Meluncur reka cerita maya

dari mulut pesonamu

ketika kaum buruh, pekerja, dan dhuafa

mandi keringat dan terinjak-injak

antre beras dan minyak curah 1 2 atau 3 kg saja.

Tersungging senyuman di sumringahnya wajah kekuasaan

Semburat mata menatap berkilat

pada saat ratusan bayi sekarat

karena ibunya melarat

dan rumah sakit menolaknya merawat.

Kisah Umar bin Khattab hanyalah pelipur lara di kala senja.

Yogyakarta, 16 Oktober 2008


Ayat-ayatMu

Kau tunjukkan kuasaMu

Ayat-ayat usia kaupahatkan

Di kepalaku yang kadang kujadikan mahkota kesombongan

rambut legam memutih tak ketahuan

Di wajahku yang sering dilumuri ketidakjujuran

garis-garis kaulukiskan.

Di ketegapan badan

kerentaan tak terelakkan

Ayat-ayatMu menjelma di balik bayangan

mengumandangkan pesan kefanaan.

Yogyakarta, 16 Oktober 2008



Demi Kekuasaan


Demi kekuasaan,

macan menyembunyikan taringnya

ketika mereka akan menerkam mangsanya:

kijang-kijang dibesarkannya dengan eraman merdu

ayam-ayam dibiarkan hidup dalam tekanannya

kambing-kambing, dan sapi-sapi gemuk sendiri dalam cengkramannya.

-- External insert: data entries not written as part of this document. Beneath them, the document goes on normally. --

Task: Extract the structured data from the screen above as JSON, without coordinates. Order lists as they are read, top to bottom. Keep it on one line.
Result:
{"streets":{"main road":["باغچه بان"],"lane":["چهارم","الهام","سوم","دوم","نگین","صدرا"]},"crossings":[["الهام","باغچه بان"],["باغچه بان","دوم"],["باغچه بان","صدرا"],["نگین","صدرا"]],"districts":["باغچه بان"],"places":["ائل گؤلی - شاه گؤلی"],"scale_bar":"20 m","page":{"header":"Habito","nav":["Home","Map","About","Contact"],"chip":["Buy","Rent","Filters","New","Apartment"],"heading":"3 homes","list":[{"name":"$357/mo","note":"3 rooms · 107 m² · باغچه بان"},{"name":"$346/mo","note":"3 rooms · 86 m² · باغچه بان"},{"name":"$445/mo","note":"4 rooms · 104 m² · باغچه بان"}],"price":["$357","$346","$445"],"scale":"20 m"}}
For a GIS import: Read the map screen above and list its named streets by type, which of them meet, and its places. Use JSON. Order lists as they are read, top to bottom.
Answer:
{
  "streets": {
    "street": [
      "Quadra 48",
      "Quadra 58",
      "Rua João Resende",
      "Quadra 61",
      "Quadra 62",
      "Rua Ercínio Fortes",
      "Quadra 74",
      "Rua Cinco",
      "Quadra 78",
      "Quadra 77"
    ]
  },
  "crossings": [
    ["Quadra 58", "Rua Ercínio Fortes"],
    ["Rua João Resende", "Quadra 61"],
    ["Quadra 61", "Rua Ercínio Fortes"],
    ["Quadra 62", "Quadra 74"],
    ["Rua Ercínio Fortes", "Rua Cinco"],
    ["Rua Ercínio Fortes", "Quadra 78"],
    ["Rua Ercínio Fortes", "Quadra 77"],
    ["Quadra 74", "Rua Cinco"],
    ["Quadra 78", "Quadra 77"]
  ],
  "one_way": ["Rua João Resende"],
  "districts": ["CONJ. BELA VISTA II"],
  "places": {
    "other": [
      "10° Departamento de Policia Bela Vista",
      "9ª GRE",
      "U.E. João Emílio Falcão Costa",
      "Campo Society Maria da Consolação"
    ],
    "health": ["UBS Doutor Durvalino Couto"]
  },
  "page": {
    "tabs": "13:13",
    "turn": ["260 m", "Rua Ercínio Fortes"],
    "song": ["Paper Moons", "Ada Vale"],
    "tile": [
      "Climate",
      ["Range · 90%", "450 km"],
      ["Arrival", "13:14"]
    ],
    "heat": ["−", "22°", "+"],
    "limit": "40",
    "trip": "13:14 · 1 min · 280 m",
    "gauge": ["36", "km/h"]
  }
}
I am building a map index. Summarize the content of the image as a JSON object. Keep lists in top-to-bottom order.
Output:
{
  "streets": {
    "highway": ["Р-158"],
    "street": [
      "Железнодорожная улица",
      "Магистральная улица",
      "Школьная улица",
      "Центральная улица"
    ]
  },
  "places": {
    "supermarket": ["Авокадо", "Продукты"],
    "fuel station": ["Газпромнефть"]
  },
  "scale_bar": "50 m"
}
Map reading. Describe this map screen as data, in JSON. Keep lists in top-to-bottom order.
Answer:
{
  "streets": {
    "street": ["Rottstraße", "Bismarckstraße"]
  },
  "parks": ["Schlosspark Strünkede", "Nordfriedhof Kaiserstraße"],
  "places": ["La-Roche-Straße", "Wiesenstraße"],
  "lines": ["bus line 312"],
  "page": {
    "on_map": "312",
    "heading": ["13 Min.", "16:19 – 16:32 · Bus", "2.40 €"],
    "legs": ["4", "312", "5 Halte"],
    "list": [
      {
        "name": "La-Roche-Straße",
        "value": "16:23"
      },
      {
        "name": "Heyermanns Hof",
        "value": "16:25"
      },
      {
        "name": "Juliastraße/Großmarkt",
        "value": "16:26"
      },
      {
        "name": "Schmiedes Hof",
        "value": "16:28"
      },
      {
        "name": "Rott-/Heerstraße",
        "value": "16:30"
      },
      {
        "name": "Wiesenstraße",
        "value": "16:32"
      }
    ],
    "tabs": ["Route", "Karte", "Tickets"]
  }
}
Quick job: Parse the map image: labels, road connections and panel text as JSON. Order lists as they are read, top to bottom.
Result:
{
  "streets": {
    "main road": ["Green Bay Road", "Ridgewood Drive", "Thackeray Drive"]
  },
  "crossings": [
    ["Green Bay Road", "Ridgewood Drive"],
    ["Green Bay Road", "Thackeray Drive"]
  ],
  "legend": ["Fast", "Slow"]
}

Auman garangnya kini diperdengarkan merdu

Taring runcing dirupakan gading

Cakar kekar disimpan kalau terpaksa digelar dijadikan penawar

Bau busuk tubuh rakus

disolek biar tampak menawan dengan kewibawaan yang memabukkan.

Topeng-topeng menawan kini menghiasinya

Semuanya menyembunyikan kebenanaran

Semuanya mengaburkan kejujuran

Semuanya mengobral kepalsuan

Semuanya mengumbar fatamorgana yang menyilaukan

Topeng-topeng menjual pesona memabuk kepayang

Demi kekuasaan.

Yogyakarta, 15 Oktober 2008




Angin Pedalaman


Kausemburkan angin pedalaman

di relung-relung malam

di antara tiang-tiang matahari benderang

pada saat-saat kita meniti tangga impian

bahkan ketika kita berdebat panjang

tentang carut-marutnya negeri dambaan

”Biar nyamuk-nyamuk busuk itu mati kelabakan” katamu.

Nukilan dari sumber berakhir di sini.